Let $f:\mathbb{C}\rightarrow\mathbb{C}$ be a continuous function bijective on an open and bounded set $\Omega$. If $f$ maps $\Omega$ to itself, that is $f(\Omega)\subseteq \Omega$ then is it necessarily true that $f$ maps the boundary of $\Omega$ to itself? The condition that $f$ is bijective is clearly necessary, since we can take $f$ to be a constant function defined on $\Omega$ otherwise. Given that $f$ is bijective and continuous, does it necessarily have to map the boundary to itself? If not, are there sufficient smoothness conditions (holomorphic?) we can impose to make it true?
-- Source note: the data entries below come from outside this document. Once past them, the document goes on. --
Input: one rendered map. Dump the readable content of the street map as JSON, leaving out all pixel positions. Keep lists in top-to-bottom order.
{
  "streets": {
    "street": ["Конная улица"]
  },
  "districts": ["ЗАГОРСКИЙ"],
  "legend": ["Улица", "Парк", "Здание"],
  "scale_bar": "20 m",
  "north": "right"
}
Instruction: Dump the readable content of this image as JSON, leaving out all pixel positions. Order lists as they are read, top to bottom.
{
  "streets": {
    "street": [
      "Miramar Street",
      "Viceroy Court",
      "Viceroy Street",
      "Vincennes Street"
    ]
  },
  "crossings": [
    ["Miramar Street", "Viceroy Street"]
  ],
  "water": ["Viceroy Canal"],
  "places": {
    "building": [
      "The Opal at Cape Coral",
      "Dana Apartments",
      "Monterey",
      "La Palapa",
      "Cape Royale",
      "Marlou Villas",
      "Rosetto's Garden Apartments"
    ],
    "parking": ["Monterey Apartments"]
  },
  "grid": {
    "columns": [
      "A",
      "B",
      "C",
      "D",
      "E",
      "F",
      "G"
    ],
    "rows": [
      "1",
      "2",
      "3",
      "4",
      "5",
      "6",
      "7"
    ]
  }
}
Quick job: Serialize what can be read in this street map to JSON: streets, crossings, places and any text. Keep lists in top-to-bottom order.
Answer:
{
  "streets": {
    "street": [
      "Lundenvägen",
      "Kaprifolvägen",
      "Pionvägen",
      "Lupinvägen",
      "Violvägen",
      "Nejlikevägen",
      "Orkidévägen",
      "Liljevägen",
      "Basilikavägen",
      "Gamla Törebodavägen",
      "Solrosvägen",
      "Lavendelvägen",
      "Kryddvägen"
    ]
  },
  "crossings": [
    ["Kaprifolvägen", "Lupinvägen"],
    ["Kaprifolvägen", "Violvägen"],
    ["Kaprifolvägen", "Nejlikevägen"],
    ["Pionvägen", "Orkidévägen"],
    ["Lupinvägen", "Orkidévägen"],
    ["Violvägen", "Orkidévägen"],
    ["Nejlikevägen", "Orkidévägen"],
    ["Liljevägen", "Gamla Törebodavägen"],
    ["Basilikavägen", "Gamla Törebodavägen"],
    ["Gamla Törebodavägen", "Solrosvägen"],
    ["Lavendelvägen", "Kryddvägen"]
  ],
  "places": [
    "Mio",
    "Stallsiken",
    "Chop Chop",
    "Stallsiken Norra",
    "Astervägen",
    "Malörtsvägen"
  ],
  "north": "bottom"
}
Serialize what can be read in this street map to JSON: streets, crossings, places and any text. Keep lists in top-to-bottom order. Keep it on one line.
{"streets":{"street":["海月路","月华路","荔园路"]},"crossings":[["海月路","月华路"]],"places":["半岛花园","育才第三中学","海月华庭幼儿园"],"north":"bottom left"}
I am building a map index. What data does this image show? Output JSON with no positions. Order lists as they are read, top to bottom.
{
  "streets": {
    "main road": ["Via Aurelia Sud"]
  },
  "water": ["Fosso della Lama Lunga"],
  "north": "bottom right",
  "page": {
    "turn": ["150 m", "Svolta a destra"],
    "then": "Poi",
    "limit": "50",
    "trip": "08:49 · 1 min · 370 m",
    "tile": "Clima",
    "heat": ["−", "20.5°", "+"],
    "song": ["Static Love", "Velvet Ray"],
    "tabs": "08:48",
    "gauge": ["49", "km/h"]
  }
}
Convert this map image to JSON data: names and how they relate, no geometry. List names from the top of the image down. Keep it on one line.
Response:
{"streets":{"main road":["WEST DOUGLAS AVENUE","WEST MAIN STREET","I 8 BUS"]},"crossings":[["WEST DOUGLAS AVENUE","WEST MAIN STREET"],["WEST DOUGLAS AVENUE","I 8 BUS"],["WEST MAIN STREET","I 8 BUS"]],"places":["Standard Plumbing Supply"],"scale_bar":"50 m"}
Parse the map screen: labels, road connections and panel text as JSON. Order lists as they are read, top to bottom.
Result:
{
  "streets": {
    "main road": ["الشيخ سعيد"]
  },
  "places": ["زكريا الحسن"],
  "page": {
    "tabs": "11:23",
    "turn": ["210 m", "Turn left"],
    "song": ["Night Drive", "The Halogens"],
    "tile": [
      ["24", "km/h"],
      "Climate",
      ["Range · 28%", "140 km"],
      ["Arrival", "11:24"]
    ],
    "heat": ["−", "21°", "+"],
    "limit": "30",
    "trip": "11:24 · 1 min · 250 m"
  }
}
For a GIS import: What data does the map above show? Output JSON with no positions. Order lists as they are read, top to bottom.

I realize that we may need the boundary of $\Omega$ to be smooth also, feel free to impose any kind of restrictions to make the question well defined.
Edit: By bijection on $\Omega$, I mean that the function satifies
$$f(a)\in\Omega \iff a\in\Omega$$
Hopefully, this will help to rule out some trivial counterexamples.
Best Answer
Yes. If $f$ is continuous on $\overline{\Omega}$ and $f\colon \Omega\to\Omega$ is a bijection, then $f(\partial\Omega)\subset \partial \Omega$.
Indeed, $f(\partial\Omega)\subset \overline{\Omega}$ by continuity. Suppose $f(x)=y\in \Omega $ for some $x\in\partial \Omega$. Pick a sequence $(x_n)\subset \Omega$ such that $x_n\to x$. By the bijectivity assumption $y=f(x')$ for some $x'\in \Omega$. By bijectivity & continuity, there exists a neighborhood $U$ of $y$ such that $f^{-1}(U)\cap \Omega$ is compactly contained in $\Omega$. Yet $f(x_n)\in U$ for all large $n$, a contradiction.